*** Begin section ***

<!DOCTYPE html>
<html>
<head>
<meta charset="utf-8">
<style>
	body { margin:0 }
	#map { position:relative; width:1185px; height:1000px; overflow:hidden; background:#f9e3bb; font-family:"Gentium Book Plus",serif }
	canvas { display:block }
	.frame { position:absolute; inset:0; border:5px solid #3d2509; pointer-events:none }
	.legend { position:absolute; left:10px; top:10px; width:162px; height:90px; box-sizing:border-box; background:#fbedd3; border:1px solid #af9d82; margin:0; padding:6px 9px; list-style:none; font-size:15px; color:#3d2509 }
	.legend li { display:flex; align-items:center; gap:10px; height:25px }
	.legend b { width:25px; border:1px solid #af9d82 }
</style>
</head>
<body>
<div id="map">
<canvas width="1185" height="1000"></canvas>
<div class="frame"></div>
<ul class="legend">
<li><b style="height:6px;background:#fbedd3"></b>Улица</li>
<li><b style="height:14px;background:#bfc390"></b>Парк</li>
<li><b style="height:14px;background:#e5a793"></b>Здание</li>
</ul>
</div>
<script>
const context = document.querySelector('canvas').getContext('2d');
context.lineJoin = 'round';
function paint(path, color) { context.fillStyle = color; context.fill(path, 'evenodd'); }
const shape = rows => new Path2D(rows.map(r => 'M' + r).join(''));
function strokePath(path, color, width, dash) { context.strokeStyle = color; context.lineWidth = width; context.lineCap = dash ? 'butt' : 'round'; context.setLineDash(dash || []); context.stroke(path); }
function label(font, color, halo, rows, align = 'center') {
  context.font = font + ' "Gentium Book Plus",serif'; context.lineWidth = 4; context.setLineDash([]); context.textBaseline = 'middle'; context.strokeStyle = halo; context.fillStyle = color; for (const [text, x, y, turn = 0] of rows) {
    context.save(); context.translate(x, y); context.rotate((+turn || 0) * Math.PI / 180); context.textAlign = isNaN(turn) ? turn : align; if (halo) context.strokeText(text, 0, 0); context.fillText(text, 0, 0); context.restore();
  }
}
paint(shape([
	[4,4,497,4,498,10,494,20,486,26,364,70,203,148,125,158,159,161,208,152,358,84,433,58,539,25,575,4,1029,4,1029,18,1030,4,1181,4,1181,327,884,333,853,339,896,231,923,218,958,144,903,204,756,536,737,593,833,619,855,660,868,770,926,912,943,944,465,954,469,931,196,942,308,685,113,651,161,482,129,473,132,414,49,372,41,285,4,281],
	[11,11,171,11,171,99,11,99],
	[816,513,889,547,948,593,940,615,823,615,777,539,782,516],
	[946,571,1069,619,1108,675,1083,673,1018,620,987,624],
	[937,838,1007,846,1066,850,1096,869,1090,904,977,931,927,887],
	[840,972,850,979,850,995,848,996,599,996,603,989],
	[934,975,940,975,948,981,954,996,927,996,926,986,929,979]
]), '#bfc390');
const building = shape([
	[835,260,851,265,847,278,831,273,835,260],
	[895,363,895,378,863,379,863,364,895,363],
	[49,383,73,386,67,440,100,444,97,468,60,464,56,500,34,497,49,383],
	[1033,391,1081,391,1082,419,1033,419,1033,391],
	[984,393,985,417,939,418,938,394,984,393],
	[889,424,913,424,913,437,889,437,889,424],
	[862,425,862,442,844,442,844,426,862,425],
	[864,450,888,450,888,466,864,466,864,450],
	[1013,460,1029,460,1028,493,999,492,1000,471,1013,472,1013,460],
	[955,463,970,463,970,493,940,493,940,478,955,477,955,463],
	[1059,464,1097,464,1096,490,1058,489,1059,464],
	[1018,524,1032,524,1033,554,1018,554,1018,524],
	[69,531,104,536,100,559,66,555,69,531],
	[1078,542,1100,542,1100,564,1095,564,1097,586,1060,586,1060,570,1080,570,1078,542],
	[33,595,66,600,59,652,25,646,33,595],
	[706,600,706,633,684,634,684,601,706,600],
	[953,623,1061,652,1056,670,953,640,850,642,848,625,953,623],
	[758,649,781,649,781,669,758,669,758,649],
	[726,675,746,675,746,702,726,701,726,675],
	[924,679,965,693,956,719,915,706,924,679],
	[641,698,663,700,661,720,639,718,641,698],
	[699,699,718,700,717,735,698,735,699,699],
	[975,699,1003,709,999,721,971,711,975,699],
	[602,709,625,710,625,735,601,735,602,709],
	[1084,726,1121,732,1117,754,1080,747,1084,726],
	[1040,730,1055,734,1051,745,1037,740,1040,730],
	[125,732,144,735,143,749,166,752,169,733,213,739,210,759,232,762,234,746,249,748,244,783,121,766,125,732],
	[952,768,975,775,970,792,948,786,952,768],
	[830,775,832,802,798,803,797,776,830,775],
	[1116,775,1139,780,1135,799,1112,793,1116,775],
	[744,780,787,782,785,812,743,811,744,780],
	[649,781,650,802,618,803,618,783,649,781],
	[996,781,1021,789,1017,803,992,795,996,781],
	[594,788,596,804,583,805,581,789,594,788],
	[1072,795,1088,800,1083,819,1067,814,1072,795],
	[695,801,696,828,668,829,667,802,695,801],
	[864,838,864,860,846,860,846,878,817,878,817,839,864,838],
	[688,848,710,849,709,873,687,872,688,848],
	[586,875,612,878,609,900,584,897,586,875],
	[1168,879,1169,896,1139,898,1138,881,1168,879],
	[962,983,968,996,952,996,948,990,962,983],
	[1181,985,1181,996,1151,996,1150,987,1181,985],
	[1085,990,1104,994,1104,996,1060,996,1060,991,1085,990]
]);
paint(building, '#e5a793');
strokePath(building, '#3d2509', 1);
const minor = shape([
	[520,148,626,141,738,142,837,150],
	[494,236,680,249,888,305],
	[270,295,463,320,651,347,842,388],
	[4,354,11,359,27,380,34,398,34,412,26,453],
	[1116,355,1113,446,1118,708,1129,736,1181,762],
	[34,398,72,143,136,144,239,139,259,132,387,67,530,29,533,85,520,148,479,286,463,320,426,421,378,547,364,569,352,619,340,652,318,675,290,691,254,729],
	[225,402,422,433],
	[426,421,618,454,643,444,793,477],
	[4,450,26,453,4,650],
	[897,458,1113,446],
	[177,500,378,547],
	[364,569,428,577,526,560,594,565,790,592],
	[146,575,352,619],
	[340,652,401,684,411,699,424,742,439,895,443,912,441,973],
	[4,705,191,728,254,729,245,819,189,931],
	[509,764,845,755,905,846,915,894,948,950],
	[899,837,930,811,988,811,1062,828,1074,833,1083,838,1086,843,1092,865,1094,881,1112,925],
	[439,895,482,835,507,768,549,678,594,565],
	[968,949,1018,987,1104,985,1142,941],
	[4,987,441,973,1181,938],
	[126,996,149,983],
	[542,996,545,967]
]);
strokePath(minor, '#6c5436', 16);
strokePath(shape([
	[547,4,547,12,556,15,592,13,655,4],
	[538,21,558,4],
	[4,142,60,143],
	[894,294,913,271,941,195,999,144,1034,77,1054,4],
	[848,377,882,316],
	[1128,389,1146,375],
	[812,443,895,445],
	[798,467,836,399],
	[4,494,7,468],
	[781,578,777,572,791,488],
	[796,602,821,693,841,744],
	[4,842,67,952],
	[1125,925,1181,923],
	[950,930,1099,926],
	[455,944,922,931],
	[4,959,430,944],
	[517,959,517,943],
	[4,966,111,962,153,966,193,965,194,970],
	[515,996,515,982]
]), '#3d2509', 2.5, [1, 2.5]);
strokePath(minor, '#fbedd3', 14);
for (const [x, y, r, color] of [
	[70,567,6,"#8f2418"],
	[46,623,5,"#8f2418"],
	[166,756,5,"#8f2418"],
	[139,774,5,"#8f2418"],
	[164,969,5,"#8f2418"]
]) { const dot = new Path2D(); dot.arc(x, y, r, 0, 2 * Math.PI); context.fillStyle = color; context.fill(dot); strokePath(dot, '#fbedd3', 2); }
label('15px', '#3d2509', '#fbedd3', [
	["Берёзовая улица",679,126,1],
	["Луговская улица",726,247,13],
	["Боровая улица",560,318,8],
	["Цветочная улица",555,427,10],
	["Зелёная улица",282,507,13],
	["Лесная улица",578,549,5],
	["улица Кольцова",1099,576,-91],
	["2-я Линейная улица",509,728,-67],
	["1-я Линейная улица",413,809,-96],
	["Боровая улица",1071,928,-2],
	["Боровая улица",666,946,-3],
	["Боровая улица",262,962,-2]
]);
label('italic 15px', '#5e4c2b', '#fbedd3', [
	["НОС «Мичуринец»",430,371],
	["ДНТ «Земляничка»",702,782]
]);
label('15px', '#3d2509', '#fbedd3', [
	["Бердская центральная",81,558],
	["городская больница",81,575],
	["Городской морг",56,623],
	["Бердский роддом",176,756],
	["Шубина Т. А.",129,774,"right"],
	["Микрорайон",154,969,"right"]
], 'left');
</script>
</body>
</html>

*** End section ***
*** Begin section ***

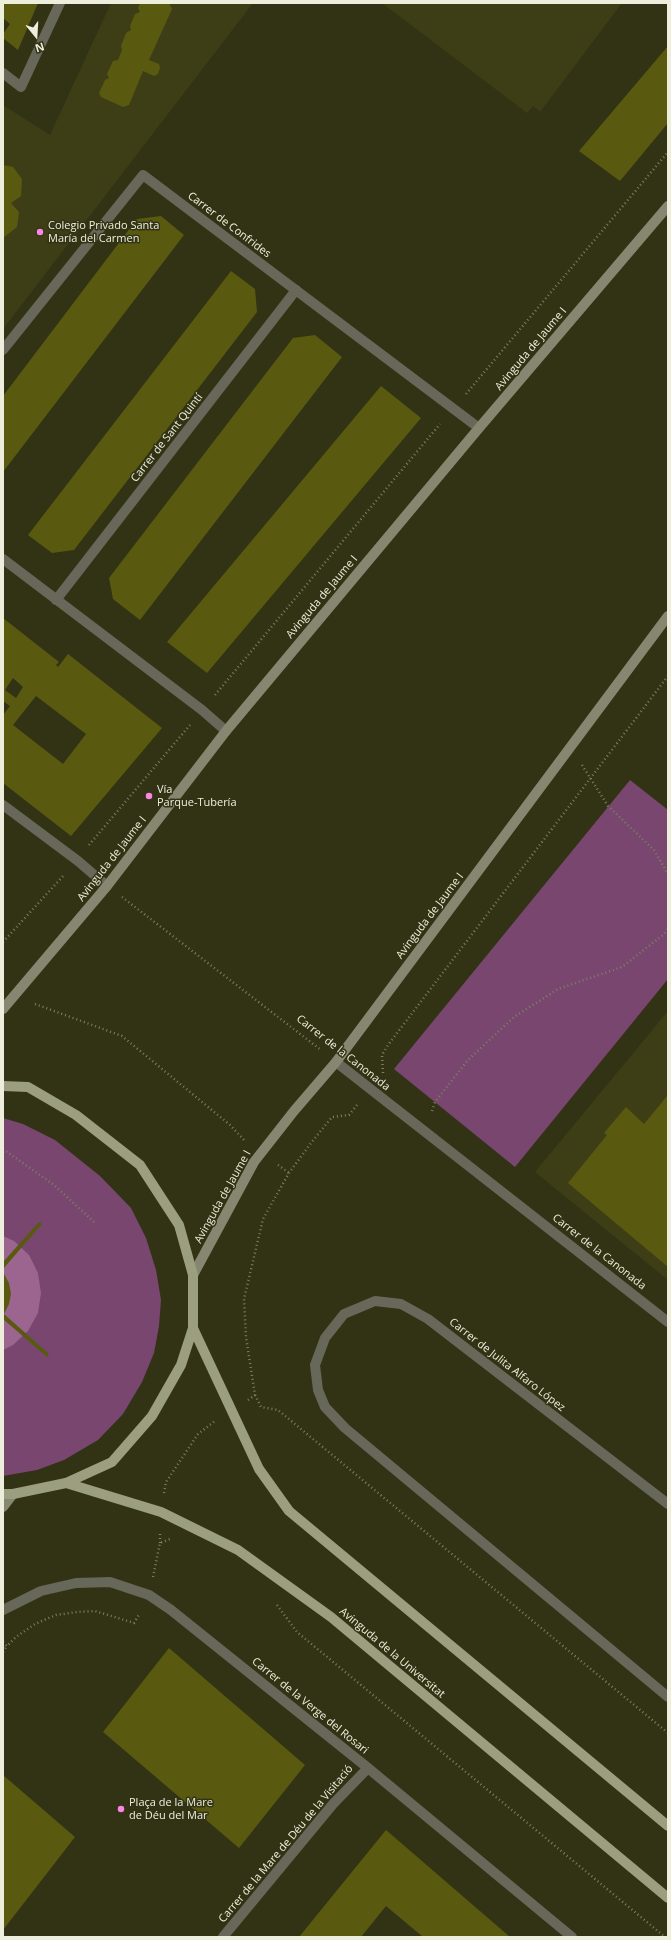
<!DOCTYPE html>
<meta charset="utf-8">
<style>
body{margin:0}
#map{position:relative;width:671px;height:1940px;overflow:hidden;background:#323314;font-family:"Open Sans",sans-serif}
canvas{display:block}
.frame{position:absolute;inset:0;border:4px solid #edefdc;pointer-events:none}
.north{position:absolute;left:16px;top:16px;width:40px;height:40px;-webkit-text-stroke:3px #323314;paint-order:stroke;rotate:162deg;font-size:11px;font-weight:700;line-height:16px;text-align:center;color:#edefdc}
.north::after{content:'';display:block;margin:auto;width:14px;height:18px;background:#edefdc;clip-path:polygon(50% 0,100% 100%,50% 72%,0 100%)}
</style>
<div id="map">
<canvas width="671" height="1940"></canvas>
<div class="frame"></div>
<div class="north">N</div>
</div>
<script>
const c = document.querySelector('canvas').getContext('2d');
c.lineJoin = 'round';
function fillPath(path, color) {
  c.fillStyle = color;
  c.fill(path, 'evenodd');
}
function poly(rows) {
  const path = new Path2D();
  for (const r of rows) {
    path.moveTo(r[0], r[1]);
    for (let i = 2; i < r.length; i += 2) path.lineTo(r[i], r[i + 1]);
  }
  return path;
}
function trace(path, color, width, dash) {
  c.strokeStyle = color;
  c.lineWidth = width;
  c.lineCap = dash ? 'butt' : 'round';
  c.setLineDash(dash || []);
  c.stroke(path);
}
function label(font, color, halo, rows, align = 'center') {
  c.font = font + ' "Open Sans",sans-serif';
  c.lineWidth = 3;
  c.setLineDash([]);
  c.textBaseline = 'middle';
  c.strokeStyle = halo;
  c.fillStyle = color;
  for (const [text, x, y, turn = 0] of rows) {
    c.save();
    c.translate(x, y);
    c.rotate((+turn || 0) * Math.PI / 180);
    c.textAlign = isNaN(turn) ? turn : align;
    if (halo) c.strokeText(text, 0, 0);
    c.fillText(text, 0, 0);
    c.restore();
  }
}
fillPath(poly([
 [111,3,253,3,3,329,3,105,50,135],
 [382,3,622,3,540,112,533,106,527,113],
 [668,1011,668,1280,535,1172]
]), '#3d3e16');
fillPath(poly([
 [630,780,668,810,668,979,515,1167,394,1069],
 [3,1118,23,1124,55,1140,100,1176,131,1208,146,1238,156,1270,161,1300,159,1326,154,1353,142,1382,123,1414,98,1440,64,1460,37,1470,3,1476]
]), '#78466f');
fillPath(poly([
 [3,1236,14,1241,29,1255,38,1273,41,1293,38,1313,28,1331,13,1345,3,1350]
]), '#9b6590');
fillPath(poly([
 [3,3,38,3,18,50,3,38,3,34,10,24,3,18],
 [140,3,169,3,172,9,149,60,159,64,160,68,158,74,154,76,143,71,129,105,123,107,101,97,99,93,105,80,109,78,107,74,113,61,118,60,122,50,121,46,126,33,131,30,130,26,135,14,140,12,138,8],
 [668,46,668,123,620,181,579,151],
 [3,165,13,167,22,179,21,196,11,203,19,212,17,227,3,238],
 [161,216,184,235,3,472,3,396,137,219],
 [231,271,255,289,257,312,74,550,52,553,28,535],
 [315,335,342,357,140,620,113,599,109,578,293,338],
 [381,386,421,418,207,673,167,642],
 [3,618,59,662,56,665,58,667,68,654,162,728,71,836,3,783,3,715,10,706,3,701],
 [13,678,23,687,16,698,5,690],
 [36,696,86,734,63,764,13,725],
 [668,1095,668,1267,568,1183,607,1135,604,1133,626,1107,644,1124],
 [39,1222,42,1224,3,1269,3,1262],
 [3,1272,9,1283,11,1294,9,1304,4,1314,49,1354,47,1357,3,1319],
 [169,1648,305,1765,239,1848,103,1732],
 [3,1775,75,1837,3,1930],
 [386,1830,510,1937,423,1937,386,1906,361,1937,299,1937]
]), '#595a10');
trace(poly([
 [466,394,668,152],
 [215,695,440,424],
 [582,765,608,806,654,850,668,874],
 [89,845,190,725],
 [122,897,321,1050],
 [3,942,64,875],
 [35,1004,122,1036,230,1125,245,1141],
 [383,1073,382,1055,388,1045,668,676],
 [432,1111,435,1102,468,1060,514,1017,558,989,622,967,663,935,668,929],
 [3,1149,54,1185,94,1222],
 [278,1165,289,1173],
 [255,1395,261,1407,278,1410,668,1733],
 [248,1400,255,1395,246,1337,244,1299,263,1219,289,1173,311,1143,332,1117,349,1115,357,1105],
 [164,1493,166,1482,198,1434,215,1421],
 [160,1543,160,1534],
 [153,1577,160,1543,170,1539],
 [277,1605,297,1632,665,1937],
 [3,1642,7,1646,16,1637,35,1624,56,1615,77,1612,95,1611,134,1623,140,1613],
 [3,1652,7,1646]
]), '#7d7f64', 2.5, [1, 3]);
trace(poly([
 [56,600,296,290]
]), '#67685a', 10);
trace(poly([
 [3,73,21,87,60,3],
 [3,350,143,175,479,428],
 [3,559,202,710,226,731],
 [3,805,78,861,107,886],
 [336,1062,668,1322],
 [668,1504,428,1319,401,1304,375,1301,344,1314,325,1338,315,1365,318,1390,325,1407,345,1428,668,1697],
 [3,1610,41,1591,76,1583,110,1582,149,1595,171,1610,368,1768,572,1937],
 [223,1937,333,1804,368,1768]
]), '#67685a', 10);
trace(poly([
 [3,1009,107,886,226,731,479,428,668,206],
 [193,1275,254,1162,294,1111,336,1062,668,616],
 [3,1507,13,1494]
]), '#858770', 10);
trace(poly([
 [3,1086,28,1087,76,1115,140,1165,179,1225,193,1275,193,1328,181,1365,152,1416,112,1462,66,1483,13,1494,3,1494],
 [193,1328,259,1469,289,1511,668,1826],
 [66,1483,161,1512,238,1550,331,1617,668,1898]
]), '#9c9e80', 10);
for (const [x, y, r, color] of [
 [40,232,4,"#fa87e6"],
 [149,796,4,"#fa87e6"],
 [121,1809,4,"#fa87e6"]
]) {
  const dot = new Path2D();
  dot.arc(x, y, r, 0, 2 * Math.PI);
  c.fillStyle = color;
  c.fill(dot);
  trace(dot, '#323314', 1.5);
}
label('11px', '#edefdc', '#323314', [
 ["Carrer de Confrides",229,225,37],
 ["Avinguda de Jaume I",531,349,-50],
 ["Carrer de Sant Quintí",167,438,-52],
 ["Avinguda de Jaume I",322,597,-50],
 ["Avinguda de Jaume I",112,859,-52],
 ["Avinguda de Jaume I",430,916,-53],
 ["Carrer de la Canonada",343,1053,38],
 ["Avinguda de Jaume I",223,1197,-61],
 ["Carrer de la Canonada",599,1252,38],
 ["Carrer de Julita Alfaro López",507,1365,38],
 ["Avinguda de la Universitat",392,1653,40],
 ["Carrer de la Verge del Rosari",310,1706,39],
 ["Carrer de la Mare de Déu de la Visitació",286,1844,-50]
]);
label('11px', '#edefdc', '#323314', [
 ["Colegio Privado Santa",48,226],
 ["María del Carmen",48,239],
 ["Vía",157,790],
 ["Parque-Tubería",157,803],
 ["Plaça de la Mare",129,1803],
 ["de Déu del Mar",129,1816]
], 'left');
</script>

*** End section ***

Task item: Look through the material for "getContext". Copy each line that has it.

Solution for this problem:
const context = document.querySelector('canvas').getContext('2d');
const c = document.querySelector('canvas').getContext('2d');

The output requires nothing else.